(Saved entries)
*** Block opens ***

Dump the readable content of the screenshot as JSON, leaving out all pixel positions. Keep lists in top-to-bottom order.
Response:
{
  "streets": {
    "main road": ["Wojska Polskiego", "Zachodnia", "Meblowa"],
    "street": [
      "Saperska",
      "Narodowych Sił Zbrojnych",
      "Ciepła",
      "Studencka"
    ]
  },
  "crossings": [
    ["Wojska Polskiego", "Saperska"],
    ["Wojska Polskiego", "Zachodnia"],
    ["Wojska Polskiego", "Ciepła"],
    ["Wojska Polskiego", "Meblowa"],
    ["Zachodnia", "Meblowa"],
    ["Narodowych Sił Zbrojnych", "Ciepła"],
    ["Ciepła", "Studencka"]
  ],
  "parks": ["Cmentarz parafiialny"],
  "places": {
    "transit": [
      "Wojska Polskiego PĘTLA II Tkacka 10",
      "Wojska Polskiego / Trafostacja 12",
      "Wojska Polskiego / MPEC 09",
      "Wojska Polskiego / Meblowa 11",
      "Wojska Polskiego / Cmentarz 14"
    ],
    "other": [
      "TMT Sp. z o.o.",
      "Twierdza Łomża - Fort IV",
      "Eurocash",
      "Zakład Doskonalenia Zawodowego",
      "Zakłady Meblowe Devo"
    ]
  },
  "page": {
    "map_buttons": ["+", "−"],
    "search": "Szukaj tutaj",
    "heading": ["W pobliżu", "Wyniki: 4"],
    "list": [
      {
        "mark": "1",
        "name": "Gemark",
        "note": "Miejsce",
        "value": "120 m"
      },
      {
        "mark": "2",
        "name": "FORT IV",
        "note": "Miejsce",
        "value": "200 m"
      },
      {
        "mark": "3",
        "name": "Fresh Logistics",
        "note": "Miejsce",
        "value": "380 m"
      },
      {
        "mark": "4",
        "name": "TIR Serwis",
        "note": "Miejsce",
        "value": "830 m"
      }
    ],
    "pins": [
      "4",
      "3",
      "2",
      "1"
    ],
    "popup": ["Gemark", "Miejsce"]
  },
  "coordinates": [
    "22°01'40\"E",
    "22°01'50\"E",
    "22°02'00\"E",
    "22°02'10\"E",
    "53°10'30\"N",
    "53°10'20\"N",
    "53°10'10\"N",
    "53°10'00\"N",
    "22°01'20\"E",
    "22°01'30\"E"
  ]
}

*** Block closes ***

:: INSTRUCTIONS TO FOLLOW ::
Copy all the entries exactly.

:: TASK RESPONSE ::
Dump the readable content of the screenshot as JSON, leaving out all pixel positions. Keep lists in top-to-bottom order.
Response:
{
  "streets": {
    "main road": ["Wojska Polskiego", "Zachodnia", "Meblowa"],
    "street": [
      "Saperska",
      "Narodowych Sił Zbrojnych",
      "Ciepła",
      "Studencka"
    ]
  },
  "crossings": [
    ["Wojska Polskiego", "Saperska"],
    ["Wojska Polskiego", "Zachodnia"],
    ["Wojska Polskiego", "Ciepła"],
    ["Wojska Polskiego", "Meblowa"],
    ["Zachodnia", "Meblowa"],
    ["Narodowych Sił Zbrojnych", "Ciepła"],
    ["Ciepła", "Studencka"]
  ],
  "parks": ["Cmentarz parafiialny"],
  "places": {
    "transit": [
      "Wojska Polskiego PĘTLA II Tkacka 10",
      "Wojska Polskiego / Trafostacja 12",
      "Wojska Polskiego / MPEC 09",
      "Wojska Polskiego / Meblowa 11",
      "Wojska Polskiego / Cmentarz 14"
    ],
    "other": [
      "TMT Sp. z o.o.",
      "Twierdza Łomża - Fort IV",
      "Eurocash",
      "Zakład Doskonalenia Zawodowego",
      "Zakłady Meblowe Devo"
    ]
  },
  "page": {
    "map_buttons": ["+", "−"],
    "search": "Szukaj tutaj",
    "heading": ["W pobliżu", "Wyniki: 4"],
    "list": [
      {
        "mark": "1",
        "name": "Gemark",
        "note": "Miejsce",
        "value": "120 m"
      },
      {
        "mark": "2",
        "name": "FORT IV",
        "note": "Miejsce",
        "value": "200 m"
      },
      {
        "mark": "3",
        "name": "Fresh Logistics",
        "note": "Miejsce",
        "value": "380 m"
      },
      {
        "mark": "4",
        "name": "TIR Serwis",
        "note": "Miejsce",
        "value": "830 m"
      }
    ],
    "pins": [
      "4",
      "3",
      "2",
      "1"
    ],
    "popup": ["Gemark", "Miejsce"]
  },
  "coordinates": [
    "22°01'40\"E",
    "22°01'50\"E",
    "22°02'00\"E",
    "22°02'10\"E",
    "53°10'30\"N",
    "53°10'20\"N",
    "53°10'10\"N",
    "53°10'00\"N",
    "22°01'20\"E",
    "22°01'30\"E"
  ]
}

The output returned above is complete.